Some notable websites and web services launched during this period include YouTube, Reddit, Twitter, Bing and Behance.
By 2012, Google Chrome was the most popular web browser and has remained dominant ever since. In 2014, the fifth and latest version of HTML, HTML5, received an official W3C recommendation.
During this half-decade, the term the ‘Mobile Web’ came into being. As of 2013, 56% of Americans owned a smartphone and in 2014, mobile Internet use exceeded desktop use in the US. This led to website designers and developers creating alternative mobile versions for websites. Typically, mobile websites are stripped-down versions of regular websites — delivering users top content and mobile features formatted for display on devices. Some key elements of designing for mobile include a key focus on portrait mode (holding the phone vertically) and minimal navigation with only the most essential areas of the site accessible. Furthermore, it is commonplace that mobile websites communicate with the user’s hardware to determine location and other important data.

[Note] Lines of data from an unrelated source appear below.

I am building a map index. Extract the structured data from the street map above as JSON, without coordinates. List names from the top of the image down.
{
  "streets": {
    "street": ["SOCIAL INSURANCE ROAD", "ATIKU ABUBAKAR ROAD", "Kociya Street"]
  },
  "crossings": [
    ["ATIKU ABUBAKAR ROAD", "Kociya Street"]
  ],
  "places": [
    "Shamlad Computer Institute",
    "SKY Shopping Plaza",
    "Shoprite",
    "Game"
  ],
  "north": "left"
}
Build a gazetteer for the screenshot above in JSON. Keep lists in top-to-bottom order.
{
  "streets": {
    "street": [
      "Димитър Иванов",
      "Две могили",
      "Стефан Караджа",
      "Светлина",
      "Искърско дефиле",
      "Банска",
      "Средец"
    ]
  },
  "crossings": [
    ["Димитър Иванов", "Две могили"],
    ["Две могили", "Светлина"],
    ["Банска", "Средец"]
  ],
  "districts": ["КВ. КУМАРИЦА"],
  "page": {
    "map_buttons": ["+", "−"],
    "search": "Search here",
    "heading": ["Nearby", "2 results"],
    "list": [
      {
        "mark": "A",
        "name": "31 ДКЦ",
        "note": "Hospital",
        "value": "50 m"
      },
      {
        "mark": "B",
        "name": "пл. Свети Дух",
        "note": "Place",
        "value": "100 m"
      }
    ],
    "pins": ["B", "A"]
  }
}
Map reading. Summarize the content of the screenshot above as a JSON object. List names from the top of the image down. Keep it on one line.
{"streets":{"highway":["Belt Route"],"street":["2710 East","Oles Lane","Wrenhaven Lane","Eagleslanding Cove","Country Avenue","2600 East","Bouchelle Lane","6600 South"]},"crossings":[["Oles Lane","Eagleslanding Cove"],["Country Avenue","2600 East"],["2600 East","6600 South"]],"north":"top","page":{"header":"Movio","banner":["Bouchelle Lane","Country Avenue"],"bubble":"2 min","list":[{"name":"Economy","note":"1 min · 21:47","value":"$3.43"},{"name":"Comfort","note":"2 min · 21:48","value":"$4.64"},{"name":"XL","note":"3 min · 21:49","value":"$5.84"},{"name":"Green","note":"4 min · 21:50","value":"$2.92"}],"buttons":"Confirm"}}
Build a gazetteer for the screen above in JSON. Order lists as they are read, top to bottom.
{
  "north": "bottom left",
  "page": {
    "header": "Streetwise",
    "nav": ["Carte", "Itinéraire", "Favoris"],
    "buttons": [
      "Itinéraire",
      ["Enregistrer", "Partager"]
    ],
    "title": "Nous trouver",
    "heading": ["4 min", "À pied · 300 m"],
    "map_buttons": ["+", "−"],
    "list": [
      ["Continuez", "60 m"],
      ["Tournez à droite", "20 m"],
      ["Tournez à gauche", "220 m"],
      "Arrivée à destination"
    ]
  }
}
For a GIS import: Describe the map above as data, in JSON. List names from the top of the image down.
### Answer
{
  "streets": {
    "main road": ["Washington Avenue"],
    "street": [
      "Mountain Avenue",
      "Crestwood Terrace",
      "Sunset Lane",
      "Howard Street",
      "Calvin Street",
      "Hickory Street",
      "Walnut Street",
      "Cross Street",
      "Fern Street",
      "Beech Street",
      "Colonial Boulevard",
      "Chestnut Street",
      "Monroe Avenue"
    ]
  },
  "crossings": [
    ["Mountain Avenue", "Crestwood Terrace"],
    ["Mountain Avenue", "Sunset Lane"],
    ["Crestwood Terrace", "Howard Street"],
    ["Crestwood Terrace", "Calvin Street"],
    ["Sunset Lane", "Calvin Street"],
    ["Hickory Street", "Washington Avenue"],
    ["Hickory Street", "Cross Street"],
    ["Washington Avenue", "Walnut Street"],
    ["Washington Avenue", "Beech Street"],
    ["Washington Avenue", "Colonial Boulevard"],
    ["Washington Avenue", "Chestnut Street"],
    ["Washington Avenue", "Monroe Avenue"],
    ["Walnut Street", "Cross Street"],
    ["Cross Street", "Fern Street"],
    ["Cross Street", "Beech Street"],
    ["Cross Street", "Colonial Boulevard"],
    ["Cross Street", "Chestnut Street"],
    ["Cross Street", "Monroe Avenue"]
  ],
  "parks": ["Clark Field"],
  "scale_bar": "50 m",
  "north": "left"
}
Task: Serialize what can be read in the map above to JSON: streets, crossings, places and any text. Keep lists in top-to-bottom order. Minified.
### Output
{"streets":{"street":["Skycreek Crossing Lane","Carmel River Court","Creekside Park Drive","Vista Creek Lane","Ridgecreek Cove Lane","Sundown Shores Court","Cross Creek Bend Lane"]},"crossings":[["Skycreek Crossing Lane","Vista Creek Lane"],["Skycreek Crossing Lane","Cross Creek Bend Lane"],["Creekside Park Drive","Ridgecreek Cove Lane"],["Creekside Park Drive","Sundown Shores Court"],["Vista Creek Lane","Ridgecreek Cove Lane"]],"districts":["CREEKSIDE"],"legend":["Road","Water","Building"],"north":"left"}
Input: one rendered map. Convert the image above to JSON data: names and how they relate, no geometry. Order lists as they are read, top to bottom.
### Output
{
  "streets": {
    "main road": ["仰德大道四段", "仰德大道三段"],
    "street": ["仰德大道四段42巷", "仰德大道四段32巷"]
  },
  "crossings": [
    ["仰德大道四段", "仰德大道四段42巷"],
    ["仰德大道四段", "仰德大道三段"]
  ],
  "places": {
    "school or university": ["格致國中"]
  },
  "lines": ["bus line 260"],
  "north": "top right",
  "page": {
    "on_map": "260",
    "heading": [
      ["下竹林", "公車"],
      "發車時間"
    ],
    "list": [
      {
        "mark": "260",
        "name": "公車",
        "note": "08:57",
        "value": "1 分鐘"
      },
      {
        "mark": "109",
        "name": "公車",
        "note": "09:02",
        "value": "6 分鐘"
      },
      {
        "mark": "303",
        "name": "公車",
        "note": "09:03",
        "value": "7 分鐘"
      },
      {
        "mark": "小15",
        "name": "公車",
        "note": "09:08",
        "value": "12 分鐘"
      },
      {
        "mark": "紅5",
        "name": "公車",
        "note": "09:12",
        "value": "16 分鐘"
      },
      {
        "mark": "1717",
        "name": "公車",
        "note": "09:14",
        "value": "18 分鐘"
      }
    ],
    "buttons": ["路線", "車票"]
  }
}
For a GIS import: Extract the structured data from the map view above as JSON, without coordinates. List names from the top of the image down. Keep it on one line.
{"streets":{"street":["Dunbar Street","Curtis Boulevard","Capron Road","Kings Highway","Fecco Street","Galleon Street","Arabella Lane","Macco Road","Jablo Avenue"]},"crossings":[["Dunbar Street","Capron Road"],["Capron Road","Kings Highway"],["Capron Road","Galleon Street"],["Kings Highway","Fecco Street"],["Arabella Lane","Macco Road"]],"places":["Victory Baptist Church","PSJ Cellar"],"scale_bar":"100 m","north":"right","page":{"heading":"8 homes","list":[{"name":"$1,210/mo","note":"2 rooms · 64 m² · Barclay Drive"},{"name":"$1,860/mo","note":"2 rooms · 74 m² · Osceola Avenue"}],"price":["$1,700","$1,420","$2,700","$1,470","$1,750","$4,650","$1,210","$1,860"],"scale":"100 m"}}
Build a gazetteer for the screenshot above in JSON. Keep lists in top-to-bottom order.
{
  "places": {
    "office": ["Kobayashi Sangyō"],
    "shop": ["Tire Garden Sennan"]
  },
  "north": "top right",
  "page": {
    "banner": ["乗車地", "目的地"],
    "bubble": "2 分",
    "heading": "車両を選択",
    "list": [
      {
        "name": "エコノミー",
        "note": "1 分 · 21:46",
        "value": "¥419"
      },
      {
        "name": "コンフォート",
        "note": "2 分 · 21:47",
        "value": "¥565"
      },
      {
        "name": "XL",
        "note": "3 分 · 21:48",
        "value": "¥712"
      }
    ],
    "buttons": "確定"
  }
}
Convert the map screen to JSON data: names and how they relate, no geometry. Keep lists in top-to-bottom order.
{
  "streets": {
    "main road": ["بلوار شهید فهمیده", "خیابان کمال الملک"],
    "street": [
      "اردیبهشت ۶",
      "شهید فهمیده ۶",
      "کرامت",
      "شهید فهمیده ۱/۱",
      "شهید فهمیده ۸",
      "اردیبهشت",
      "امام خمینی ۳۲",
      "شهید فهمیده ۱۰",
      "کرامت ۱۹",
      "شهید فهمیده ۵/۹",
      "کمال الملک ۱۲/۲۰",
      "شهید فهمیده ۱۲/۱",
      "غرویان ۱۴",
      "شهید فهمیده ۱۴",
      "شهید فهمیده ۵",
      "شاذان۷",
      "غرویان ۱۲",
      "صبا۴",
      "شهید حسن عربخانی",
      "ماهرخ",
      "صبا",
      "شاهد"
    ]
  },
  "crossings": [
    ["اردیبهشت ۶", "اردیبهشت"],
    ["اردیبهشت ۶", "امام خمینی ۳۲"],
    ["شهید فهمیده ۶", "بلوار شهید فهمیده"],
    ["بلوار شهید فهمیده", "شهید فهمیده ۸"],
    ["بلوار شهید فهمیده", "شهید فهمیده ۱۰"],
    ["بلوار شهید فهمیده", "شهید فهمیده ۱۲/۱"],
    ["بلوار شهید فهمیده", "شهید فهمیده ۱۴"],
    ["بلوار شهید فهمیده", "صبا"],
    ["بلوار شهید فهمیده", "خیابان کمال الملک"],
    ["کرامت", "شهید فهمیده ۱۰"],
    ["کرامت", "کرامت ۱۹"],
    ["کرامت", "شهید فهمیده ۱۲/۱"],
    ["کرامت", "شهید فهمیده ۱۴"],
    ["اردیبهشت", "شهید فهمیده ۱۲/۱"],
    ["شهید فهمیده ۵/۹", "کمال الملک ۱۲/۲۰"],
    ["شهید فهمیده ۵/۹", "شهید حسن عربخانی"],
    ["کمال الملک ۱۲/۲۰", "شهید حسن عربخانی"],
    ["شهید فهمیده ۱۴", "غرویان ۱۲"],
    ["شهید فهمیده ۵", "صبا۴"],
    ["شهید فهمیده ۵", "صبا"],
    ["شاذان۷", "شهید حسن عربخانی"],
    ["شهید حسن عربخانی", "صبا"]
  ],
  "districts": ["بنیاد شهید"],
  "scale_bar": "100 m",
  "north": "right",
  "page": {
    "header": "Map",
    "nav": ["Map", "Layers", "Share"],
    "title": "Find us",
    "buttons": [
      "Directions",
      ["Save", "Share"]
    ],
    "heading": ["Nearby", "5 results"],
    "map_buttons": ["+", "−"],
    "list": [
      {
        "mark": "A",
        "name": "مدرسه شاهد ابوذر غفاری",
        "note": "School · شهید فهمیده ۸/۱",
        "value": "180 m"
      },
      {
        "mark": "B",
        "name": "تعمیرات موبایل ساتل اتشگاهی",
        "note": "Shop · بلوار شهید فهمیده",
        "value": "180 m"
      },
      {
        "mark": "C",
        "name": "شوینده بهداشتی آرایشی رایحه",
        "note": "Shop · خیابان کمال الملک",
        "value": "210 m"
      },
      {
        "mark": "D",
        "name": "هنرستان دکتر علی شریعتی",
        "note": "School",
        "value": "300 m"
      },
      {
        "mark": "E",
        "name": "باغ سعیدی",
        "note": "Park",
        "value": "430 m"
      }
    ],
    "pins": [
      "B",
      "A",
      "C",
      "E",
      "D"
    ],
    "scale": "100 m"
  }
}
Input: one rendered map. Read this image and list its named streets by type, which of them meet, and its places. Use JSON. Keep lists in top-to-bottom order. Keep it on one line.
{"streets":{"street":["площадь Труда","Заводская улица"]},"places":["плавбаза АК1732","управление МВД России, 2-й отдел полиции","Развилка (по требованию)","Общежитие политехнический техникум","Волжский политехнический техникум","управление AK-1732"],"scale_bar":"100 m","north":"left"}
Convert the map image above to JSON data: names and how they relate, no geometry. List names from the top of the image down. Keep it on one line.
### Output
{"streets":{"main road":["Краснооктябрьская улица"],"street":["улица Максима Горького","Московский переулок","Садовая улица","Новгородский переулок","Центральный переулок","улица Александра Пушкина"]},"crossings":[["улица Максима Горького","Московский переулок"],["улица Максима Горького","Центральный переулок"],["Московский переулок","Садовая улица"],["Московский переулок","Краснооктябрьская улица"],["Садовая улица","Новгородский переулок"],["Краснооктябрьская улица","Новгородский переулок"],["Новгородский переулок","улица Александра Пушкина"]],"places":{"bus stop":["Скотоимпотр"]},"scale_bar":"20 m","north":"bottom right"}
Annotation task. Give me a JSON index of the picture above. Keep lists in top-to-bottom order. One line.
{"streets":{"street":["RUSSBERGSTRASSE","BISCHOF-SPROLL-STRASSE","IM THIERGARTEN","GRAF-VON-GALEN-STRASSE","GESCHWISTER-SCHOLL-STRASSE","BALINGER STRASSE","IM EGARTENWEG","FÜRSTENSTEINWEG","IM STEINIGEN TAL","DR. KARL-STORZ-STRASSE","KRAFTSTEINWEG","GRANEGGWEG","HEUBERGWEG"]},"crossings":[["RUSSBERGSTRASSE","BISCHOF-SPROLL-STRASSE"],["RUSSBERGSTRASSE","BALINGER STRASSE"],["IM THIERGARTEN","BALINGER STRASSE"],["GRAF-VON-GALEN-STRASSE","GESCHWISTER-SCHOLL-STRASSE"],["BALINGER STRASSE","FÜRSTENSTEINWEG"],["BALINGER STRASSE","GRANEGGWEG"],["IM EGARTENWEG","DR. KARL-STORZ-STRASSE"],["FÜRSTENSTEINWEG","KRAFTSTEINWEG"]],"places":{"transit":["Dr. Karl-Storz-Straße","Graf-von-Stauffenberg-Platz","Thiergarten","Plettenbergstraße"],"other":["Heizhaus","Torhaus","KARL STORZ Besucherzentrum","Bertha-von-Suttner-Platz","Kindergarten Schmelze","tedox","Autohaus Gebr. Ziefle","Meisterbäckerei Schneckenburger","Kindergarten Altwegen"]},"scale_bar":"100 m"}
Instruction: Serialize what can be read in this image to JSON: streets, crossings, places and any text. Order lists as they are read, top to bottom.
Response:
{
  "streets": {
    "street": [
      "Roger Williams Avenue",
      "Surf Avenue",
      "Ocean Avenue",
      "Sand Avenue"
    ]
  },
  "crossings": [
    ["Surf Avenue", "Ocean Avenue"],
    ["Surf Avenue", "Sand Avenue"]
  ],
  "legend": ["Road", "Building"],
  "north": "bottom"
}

During this era, desktop website design also saw several new developments. Due to the increased use of hand-held devices, responsive website design became an essential element for building and designing websites. If this was not considered, website traffic would notably decrease. Other website design trends included longer website pages with vertical scrolling and centralised content, minimalist layouts, parallax scrolling, large background images, Pinterest-style grids, infographics and dynamic typography.
Some notable websites and web services launched during this period include Pinterest, Instagram and Quora. In 2012, Facebook reached 1 billion monthly active users, making it the most widely used social media network in the world.
In 2015, Microsoft released Edge to compete with the other major web browsers such as Chrome and Safari. Today, Chrome has a 69.19% market share followed by Safari at 16.76% with the other major web browsers at 4% and under. In May 2017, Google announced a version of Chrome for augmented reality and virtual reality (AR/VR) devices.
As a measure of prioritising mobile users, Google released its Mobile-First Index that ranks websites higher depending on speed and mobile suitability. As a result, websites have become increasingly simplified and clearly structured. Furthermore, website designers began embracing multimedia, combining written content, bold imagery, animations and videos in response to users’ increasing need for visually impactful websites. (After all, 90% of the total information transmitted to our minds is visual). Data-storytelling was another emerging trend during these latter years which involves taking complex information and conveying it to audiences using visual, dynamic and striking graphics. Other notable features include new navigation patterns, flat design, irregular grid layouts, and scroll-triggered animations (to name a few).
Perhaps the most anticipated trend of late is the advancement of AR/VR. These revolutionary devices provide personalized, accessible and optimally designed experiences (such as AR glasses with LTE capabilities which are expected to overtake mobile phones). Currently, many websites are making use of machine-learning and are constantly optimising efforts to increase advancements. The term coined in 2013, is defined as ‘a subtopic of natural language processing in artificial intelligence that deals with machine-reading comprehension’. This has assisted with several modern-day website features which you may have already encountered such as live chatbots.
Going into the next decade, several AR/VR trends are anticipated to emerge. This includes the likes of AR/VR shopping, remote assistance and augmented reality steered by machine-learning. Apple’s ARKit 3.0 and Google’s ARCore are already rapidly growing their installed user bases.